What is required: After locating the line that contains "flex:1; height:80px; border-radius:10px;" in the data below, set down exactly that line and each one after it through the line that contains "<strong>Navio</strong>", and nothing more.

Records:
..............................

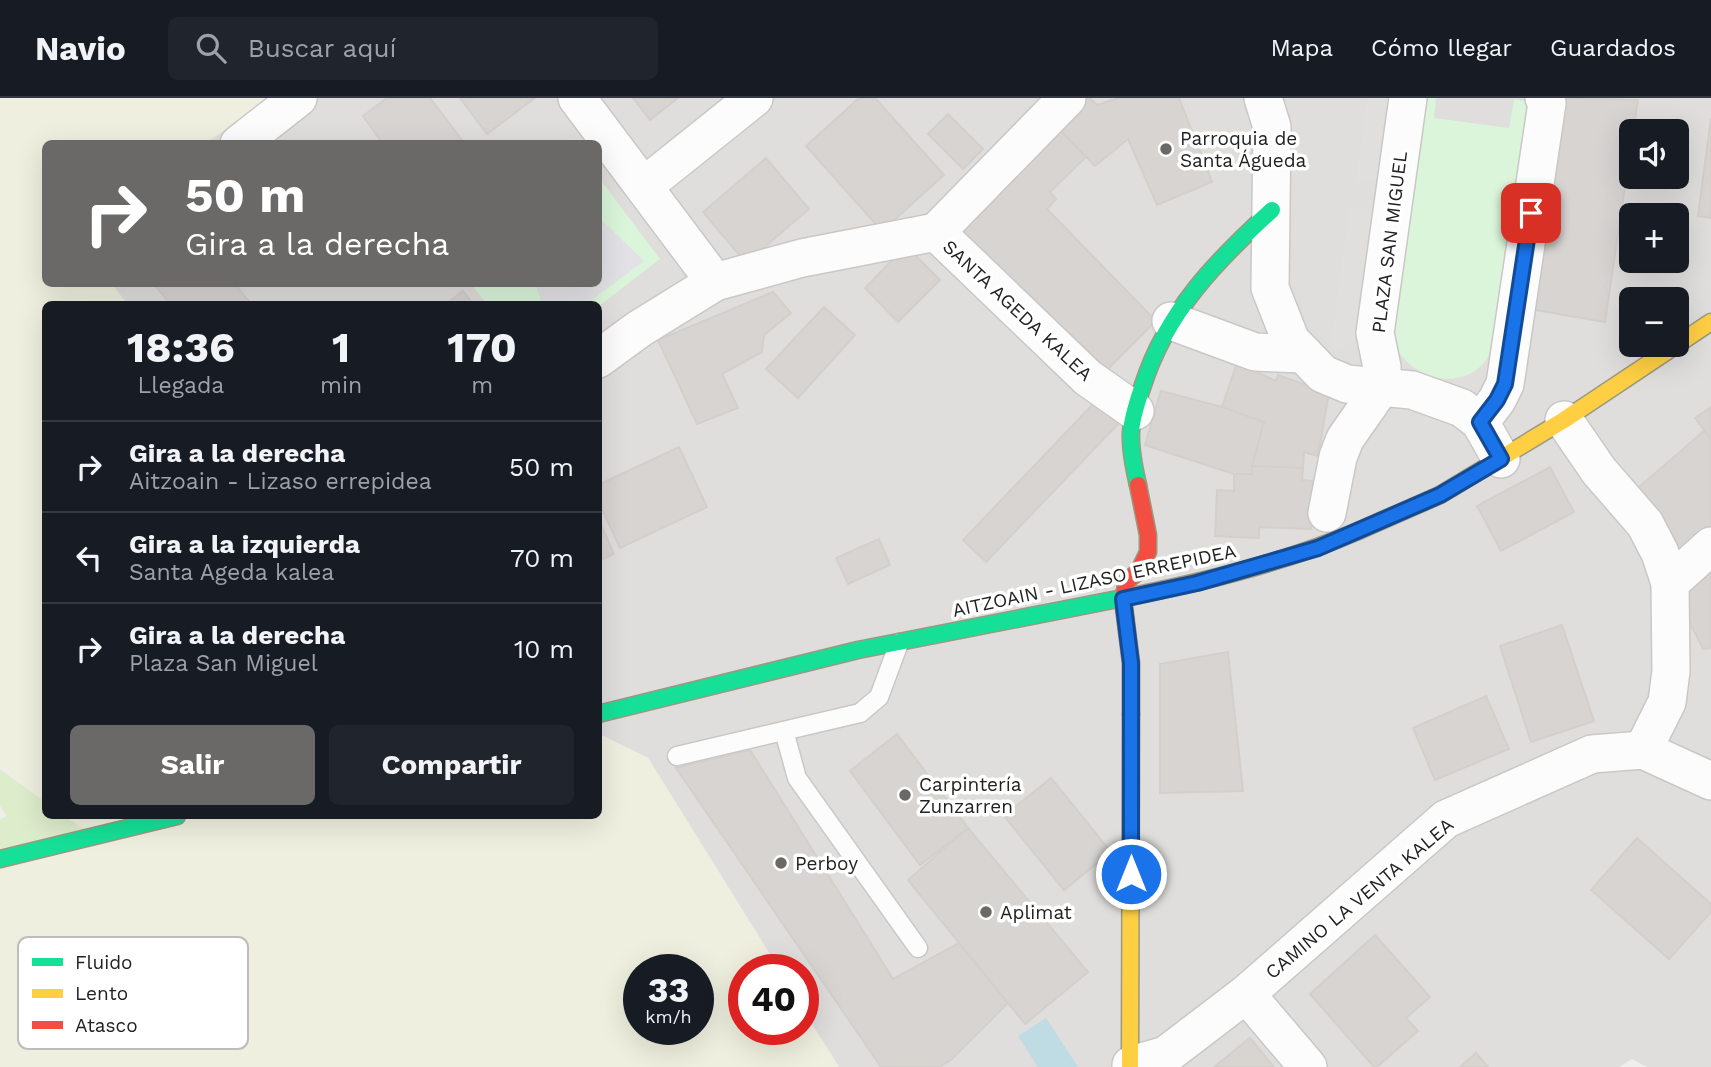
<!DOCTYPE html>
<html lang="es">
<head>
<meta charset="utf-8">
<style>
	body { margin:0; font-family:"Work Sans",sans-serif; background:#20242c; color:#f1f3f6; height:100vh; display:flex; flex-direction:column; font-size:26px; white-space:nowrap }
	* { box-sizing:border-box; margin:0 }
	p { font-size:23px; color:#9ea1a6 }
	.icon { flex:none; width:38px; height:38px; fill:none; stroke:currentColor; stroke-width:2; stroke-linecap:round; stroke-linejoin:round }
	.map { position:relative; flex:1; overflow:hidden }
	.sheet { position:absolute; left:42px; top:203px; width:560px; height:518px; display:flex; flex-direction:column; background:#171b24; border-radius:10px; box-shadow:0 7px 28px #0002 }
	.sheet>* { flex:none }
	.top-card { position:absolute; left:42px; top:42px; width:560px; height:147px; border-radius:10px; box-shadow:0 7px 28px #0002; background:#6a6968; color:#fff; overflow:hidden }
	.controls { position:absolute; left:1619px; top:21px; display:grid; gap:14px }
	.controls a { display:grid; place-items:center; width:70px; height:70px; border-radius:10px; background:#171b24; box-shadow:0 7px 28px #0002; font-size:35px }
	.speed { position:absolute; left:623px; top:856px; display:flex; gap:14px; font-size:35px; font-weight:700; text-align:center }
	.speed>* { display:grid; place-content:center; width:91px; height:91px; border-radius:50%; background:#171b24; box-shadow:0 7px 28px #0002; line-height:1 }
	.speed small { font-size:18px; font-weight:400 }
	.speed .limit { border:10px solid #d22; background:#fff; color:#111 }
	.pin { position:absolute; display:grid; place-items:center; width:60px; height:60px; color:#fff; margin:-30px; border-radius:14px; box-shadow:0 4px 10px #0006 }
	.me { position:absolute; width:77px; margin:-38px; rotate:0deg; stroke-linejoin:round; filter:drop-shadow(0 0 5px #0008) }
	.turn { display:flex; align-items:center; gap:24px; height:147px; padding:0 28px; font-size:32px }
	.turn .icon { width:91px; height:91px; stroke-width:2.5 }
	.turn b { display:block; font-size:49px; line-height:60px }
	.eta { display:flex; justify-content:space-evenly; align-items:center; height:119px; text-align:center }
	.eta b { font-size:42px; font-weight:700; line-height:49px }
	.cta { display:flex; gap:14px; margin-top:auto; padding:14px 28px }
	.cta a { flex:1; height:80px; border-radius:10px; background:#6a6968; color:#fff; font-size:28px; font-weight:700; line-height:80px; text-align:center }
	.cta a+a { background:#20242c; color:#f1f3f6 }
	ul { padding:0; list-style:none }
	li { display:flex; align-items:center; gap:21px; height:91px; padding:0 28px; border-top:2px solid #363941 }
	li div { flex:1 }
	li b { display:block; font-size:26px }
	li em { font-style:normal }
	header { display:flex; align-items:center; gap:42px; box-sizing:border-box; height:98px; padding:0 35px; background:#171b24; border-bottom:2px solid #363941 }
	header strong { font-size:33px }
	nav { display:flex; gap:38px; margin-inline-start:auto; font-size:24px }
	.search { width:490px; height:63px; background:#20242c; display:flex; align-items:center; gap:18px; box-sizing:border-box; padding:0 24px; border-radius:10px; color:#9ea1a6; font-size:26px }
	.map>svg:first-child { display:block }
</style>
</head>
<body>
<header>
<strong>Navio</strong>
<div class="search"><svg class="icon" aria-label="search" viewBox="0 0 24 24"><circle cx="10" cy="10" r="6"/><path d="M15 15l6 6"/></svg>Buscar aquí</div>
<nav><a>Mapa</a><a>Cómo llegar</a><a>Guardados</a></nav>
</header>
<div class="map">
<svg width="1711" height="969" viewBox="0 0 1711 969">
	<rect width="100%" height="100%" fill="#f0eeeb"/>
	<!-- residential -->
	<path fill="#dfdedc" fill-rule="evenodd" d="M249,0H1711V969H1647L1632,961L1619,969H839L803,912V872L779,871L648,660L599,636L598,206H123L109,186H598V46L190,45ZM1631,33H1676V79H1631ZM1631,117H1676V163H1631ZM1631,201H1676V247H1631Z"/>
	<!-- farmland -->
	<g fill="#efefdf" fill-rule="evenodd">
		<polygon points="0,0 273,0 206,45 46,46 46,186 112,186 127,206 46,206 45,708 0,665"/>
		<path d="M599,636L648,660L779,871L744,872V931H803V912L839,969H0V761L55,718H598ZM639,872H698V931H639Z"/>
	</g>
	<!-- grass -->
	<polygon fill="#ddeccb" points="0,671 45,704 46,718 65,718 99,742 0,772 0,721 7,718 0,708"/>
	<!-- park -->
	<g fill="#daf5da">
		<path d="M1421,0H1436L1434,20L1509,30L1514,1L1532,5L1495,244C1491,252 1488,262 1481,268C1456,291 1417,281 1399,254C1396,248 1394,240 1392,233Z"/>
		<polygon points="599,80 660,161 599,208 586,206 643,163 599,120"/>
		<polygon points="471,186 536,186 542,206 487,206"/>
	</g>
	<!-- parking -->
	<g fill="#e0dfde">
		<polygon points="1367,0 1395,0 1383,87 1356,83"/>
		<polygon points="1349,110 1377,112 1360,244 1331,250"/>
	</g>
	<!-- plaza -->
	<polygon fill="#e2e1e5" points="599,120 644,163 586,206 542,206 536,186 598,186"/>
	<!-- water -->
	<polygon fill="#bfdbe3" points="1046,920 1078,969 1038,969 1018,938"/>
	<!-- building -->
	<g fill="#d7d4d2" stroke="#d3d0cc" stroke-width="2">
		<polygon points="387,0 430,0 465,46 383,46 363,18"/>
		<polygon points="460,0 535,0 487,36"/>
		<polygon points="633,0 678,0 650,22"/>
		<polygon points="859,0 875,0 944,77 882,133 806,48"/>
		<polygon points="1083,0 1090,0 1097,7 1118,0 1179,0 1212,84 1157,107 1128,41 1095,68 1057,29"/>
		<polygon points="1566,0 1638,2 1633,33 1631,33 1631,48 1605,224 1535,212"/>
		<polygon points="948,16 983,51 963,71 928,36"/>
		<polygon points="1711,20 1711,120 1698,118"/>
		<polygon points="1057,29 1086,59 1050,94 1056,101 1047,111 1156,223 1101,278 955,128"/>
		<polygon points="766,60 809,111 746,165 703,114"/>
		<polygon points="906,148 940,182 898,224 865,190"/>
		<polygon points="154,186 235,186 251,206 170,206"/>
		<polygon points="463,193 473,206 446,206"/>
		<polygon points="773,194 791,215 764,237 762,254 722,276 738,310 697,326 658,242"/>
		<polygon points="824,209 855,237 798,300 766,271"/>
		<polygon points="1237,265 1276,283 1278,277 1329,295 1318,358 1304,354 1303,370 1252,368 1264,324 1222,309"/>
		<polygon points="1161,293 1222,309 1264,324 1252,368 1252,376 1234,376 1145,347"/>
		<polygon points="1096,303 1119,325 986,464 963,442"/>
		<polygon points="1711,309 1711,341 1695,320"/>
		<polygon points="1704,333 1711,341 1711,430 1683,455 1631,396"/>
		<polygon points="679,349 707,409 620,450 598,403 598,387"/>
		<polygon points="1252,368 1303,370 1302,382 1313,383 1311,431 1259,429 1259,440 1215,438 1217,392 1234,393 1234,376 1252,376"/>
		<polygon points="1550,369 1574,414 1501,453 1477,408"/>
		<polygon points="598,420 614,456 598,463"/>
		<polygon points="879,441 890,467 848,486 836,460"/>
		<polygon points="1711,464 1711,550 1703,551 1675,496"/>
		<polygon points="1562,527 1594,623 1531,644 1500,548"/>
		<polygon points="1228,554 1243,693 1160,695 1160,566"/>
		<polygon points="1486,598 1509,651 1435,682 1413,630"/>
		<polygon points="897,636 968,730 920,767 850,673"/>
		<polygon points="750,652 893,881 959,845 1008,905 952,961 940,969 881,969 676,670"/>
		<polygon points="1051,680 1111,754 1064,792 1004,718"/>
		<polygon points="968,730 1088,874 1025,926 908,782"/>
		<polygon points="1637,740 1711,806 1711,814 1669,861 1591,792"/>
		<polygon points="1375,837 1430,899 1406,920 1418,933 1377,969 1374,969 1310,896"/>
		<polygon points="1250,940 1274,969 1214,969"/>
		<polygon points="1476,955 1488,969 1460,969"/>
	</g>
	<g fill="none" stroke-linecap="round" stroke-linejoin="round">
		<!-- lane casing -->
		<g stroke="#c9c8c7" stroke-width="21">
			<g id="lane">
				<polyline points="784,633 797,680 918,850"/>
				<polyline points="677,658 860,615 879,599 899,545"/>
			</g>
		</g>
		<!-- street casing -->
		<g stroke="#c9c8c7" stroke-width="40">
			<g id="street">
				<polyline points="577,0 715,184"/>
				<polyline points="1263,0 1272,29 1270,190 1291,243 1323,276 1347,286 1412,292 1462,310 1480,324 1501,361"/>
				<polyline points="239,46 298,0"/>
				<polyline points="644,88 754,0"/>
				<polyline points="936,134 1088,280 1135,313"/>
				<polyline points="1171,223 1255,254 1304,256"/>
				<polyline points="598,261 639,231 715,184 802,160 936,134 1067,0"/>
				<polyline points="1564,322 1599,373 1645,426 1660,455 1670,485"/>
				<polyline points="1480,324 1497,302 1505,286 1547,5 1544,0"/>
				<polyline points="1327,415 1338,359 1345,341 1382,288 1382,269 1375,235 1408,0"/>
				<polyline points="1643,652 1667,604 1671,573 1670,485 1711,448"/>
				<polyline points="1246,896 1308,969"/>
				<polyline points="1131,967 1166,957 1246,896 1446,721 1592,656 1643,652 1711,683"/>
			</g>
		</g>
		<!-- fast casing -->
		<g stroke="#999a82" stroke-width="19">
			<g id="fast">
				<path d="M1138,387C1134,370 1130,351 1131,334C1132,318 1138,302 1143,287C1167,213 1216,163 1272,112"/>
				<polyline points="598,616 858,552 1123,500"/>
				<polyline points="0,761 177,718"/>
			</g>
		</g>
		<!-- slow casing -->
		<g stroke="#999a82" stroke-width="19">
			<g id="slow">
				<polyline points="1358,433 1440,397 1564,322 1711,224"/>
				<polyline points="1130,969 1131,616"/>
			</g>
		</g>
		<!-- jam casing -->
		<g stroke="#999a82" stroke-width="19">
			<g id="jam">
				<path d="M1123,500C1203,484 1283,465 1358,433"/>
				<polyline points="1131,616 1131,565 1123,501 1127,483 1139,473 1148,454 1148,437 1138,387"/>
			</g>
		</g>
		<!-- lane -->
		<use href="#lane" stroke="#fdfcfc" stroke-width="18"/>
		<!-- street -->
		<use href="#street" stroke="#fdfcfc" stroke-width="37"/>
		<!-- fast -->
		<use href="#fast" stroke="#16e098" stroke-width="16"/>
		<!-- slow -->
		<use href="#slow" stroke="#ffcf43" stroke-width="16"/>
		<!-- jam -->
		<use href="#jam" stroke="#f24e42" stroke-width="16"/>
	</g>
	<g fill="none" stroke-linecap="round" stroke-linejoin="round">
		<!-- route casing -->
		<g stroke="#114b97" stroke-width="18">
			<polyline id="route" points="1131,776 1131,565 1123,501 1197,485 1318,450 1440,397 1501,361 1480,324 1497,302 1505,286 1531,115"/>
		</g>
		<!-- route -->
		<use href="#route" stroke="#1a73e8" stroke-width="12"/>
	</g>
	<!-- markers -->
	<g fill="#6a6968" stroke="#fff" stroke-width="2.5">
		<circle cx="1166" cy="51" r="7"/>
		<circle cx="905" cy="697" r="7"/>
		<circle cx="781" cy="765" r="7"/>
		<circle cx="986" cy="814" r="7"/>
	</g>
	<g text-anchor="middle" stroke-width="7" stroke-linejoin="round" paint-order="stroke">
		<!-- poi labels -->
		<g font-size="19" fill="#222" stroke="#fff" text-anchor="start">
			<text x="1180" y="47">Parroquia de<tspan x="1180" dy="22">Santa Águeda</tspan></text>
			<text x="919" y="693">Carpintería<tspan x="919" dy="22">Zunzarren</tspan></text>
			<text x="795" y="772">Perboy</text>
			<text x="1000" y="821">Aplimat</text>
		</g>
		<!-- street labels -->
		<g font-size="19" fill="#222" stroke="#fff">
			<text transform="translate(1389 144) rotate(-83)" y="7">PLAZA SAN MIGUEL</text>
			<text transform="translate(1018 212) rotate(43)" y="7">SANTA AGEDA KALEA</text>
			<text transform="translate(1094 482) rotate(-12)" y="7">AITZOAIN - LIZASO ERREPIDEA</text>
			<text transform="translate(1359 800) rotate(-40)" y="7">CAMINO LA VENTA KALEA</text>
		</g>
	</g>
	<!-- legend -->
	<rect x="18" y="839" width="230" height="112" rx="10" fill="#fff" stroke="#bdbdbd" stroke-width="2"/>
	<rect x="32" y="860" width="31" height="8" fill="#16e098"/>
	<rect x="32" y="891" width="31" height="9" fill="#ffcf43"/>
	<rect x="32" y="923" width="31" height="8" fill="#f24e42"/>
	<g font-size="19" fill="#222">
		<text x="75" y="871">Fluido</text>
		<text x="75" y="902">Lento</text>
		<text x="75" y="934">Atasco</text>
	</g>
</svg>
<div class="controls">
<a><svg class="icon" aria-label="sound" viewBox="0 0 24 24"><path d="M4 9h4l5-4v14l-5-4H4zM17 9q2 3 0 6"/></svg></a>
<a>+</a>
<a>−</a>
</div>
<div class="speed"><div>33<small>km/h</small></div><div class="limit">40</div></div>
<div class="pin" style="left:1531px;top:115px;background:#d93025"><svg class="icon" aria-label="arrive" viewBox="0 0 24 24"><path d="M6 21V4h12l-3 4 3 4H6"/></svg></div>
<svg class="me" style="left:1131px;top:776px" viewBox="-20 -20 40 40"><circle r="17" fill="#1a73e8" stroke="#fff" stroke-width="3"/><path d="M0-11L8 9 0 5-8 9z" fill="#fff"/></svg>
<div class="top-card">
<div class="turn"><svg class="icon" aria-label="right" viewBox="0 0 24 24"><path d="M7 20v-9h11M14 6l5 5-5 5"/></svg><div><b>50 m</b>Gira a la derecha</div></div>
</div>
<section class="sheet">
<div class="eta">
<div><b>18:36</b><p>Llegada</p></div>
<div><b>1</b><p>min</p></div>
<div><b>170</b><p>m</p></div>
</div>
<ul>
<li><svg class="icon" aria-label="right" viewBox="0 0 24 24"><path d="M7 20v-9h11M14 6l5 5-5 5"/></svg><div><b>Gira a la derecha</b><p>Aitzoain - Lizaso errepidea</p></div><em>50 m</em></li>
<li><svg class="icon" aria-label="left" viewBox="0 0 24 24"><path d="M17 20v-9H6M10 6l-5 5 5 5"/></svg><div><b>Gira a la izquierda</b><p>Santa Ageda kalea</p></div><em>70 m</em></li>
<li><svg class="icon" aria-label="right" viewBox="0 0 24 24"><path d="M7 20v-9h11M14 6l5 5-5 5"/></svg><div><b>Gira a la derecha</b><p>Plaza San Miguel</p></div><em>10 m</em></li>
</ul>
<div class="cta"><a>Salir</a><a>Compartir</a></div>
</section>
</div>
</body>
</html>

..............................

Answer to the exercise:
	.cta a { flex:1; height:80px; border-radius:10px; background:#6a6968; color:#fff; font-size:28px; font-weight:700; line-height:80px; text-align:center }
	.cta a+a { background:#20242c; color:#f1f3f6 }
	ul { padding:0; list-style:none }
	li { display:flex; align-items:center; gap:21px; height:91px; padding:0 28px; border-top:2px solid #363941 }
	li div { flex:1 }
	li b { display:block; font-size:26px }
	li em { font-style:normal }
	header { display:flex; align-items:center; gap:42px; box-sizing:border-box; height:98px; padding:0 35px; background:#171b24; border-bottom:2px solid #363941 }
	header strong { font-size:33px }
	nav { display:flex; gap:38px; margin-inline-start:auto; font-size:24px }
	.search { width:490px; height:63px; background:#20242c; display:flex; align-items:center; gap:18px; box-sizing:border-box; padding:0 24px; border-radius:10px; color:#9ea1a6; font-size:26px }
	.map>svg:first-child { display:block }
</style>
</head>
<body>
<header>
<strong>Navio</strong>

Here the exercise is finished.